Your task :: Exclude the pictures and retype the entries as written.

══════════════════════════════

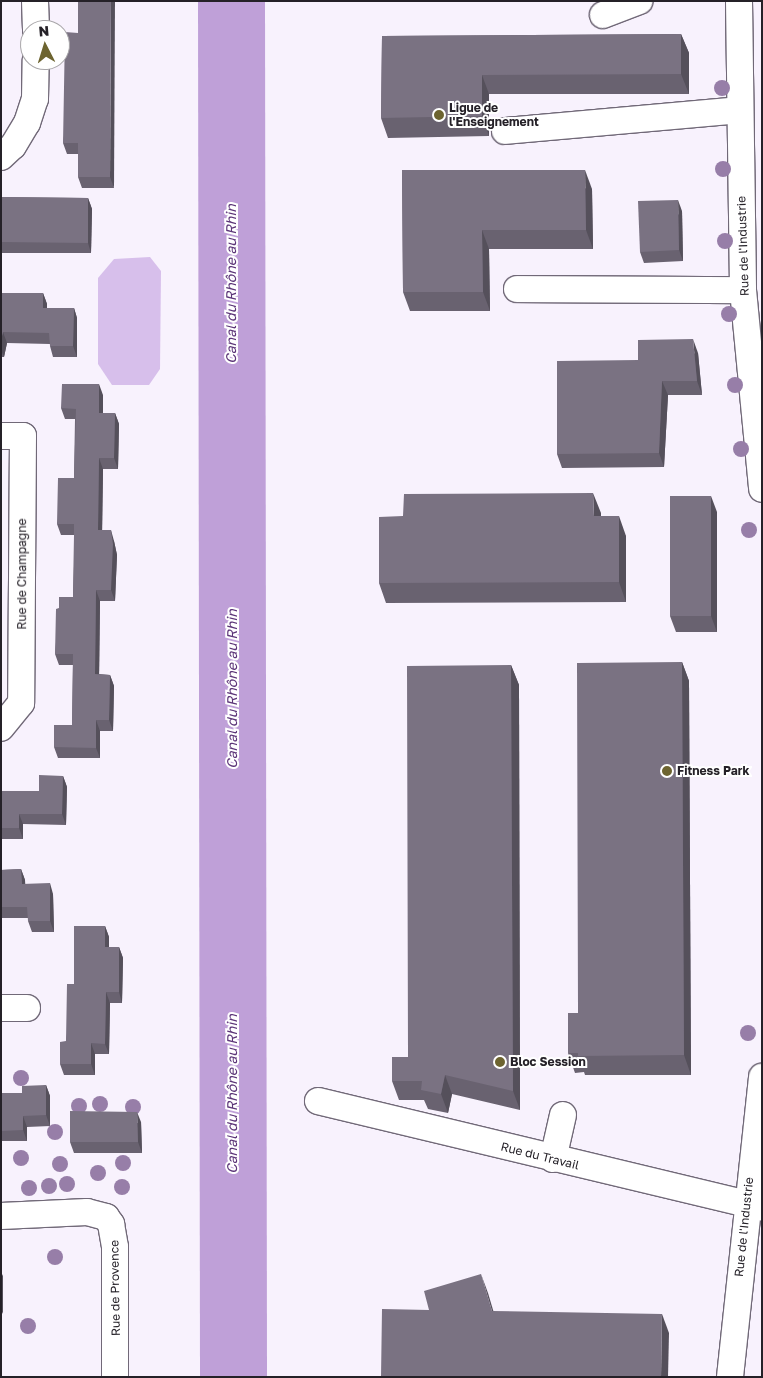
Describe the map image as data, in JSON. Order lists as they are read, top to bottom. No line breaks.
{"streets":{"street":["Rue de l'Industrie","Rue de Champagne","Rue du Travail","Rue de Provence"]},"crossings":[["Rue de l'Industrie","Rue du Travail"]],"water":["Canal du Rhône au Rhin"],"places":["Ligue de l'Enseignement","Fitness Park","Bloc Session"],"north":"top"}
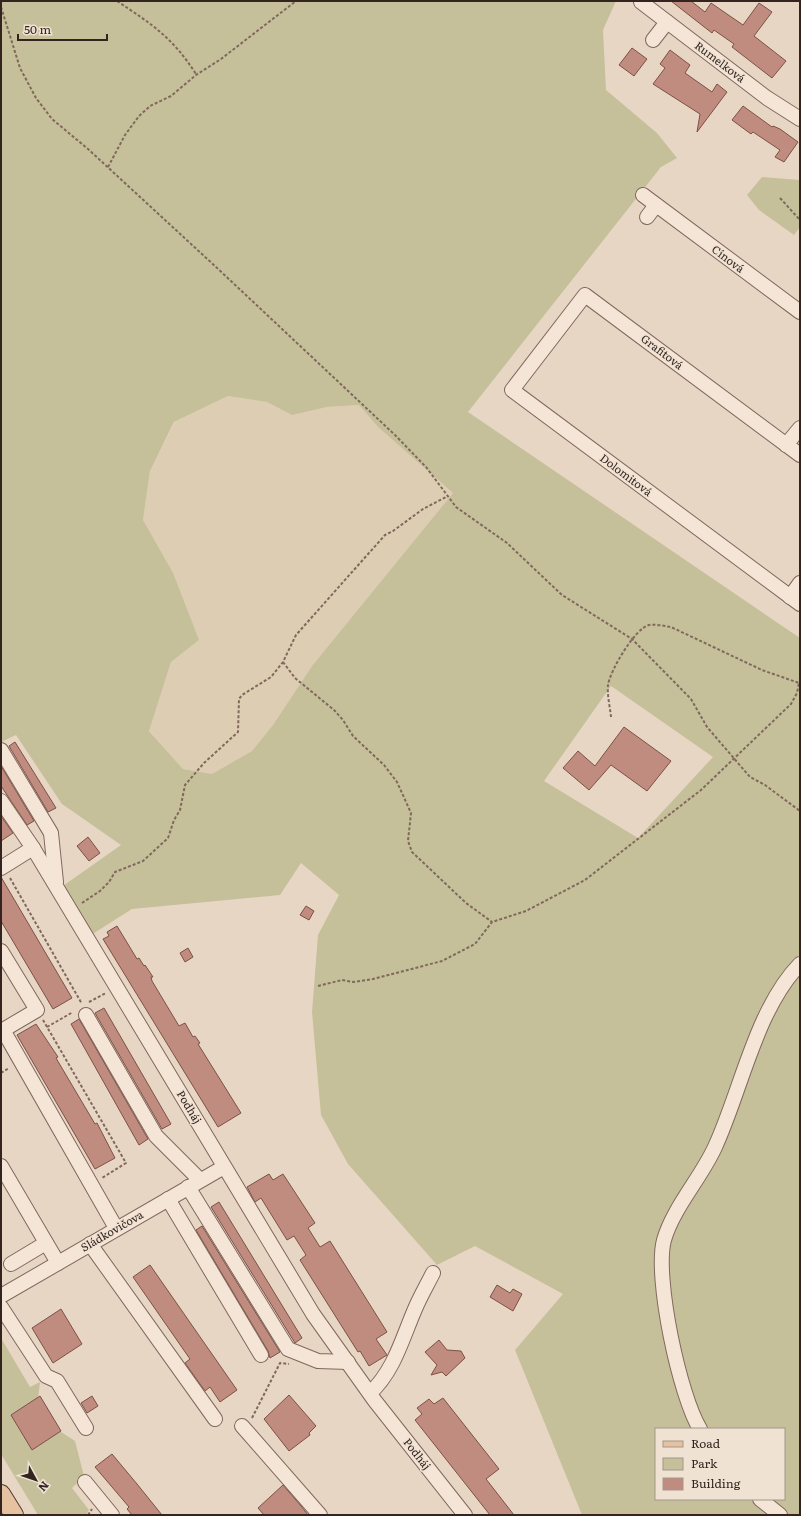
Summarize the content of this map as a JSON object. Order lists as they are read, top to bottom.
{
  "streets": {
    "street": [
      "Rumelková",
      "Cínová",
      "Grafitová",
      "Dolomitová",
      "Podháj",
      "Sládkovičova"
    ]
  },
  "crossings": [
    ["Grafitová", "Dolomitová"],
    ["Podháj", "Sládkovičova"]
  ],
  "legend": ["Road", "Park", "Building"],
  "scale_bar": "50 m",
  "north": "bottom right"
}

══════════════════════════════

Exercise result ::
Describe the map image as data, in JSON. Order lists as they are read, top to bottom. No line breaks.
{"streets":{"street":["Rue de l'Industrie","Rue de Champagne","Rue du Travail","Rue de Provence"]},"crossings":[["Rue de l'Industrie","Rue du Travail"]],"water":["Canal du Rhône au Rhin"],"places":["Ligue de l'Enseignement","Fitness Park","Bloc Session"],"north":"top"}
Summarize the content of this map as a JSON object. Order lists as they are read, top to bottom.
{
  "streets": {
    "street": [
      "Rumelková",
      "Cínová",
      "Grafitová",
      "Dolomitová",
      "Podháj",
      "Sládkovičova"
    ]
  },
  "crossings": [
    ["Grafitová", "Dolomitová"],
    ["Podháj", "Sládkovičova"]
  ],
  "legend": ["Road", "Park", "Building"],
  "scale_bar": "50 m",
  "north": "bottom right"
}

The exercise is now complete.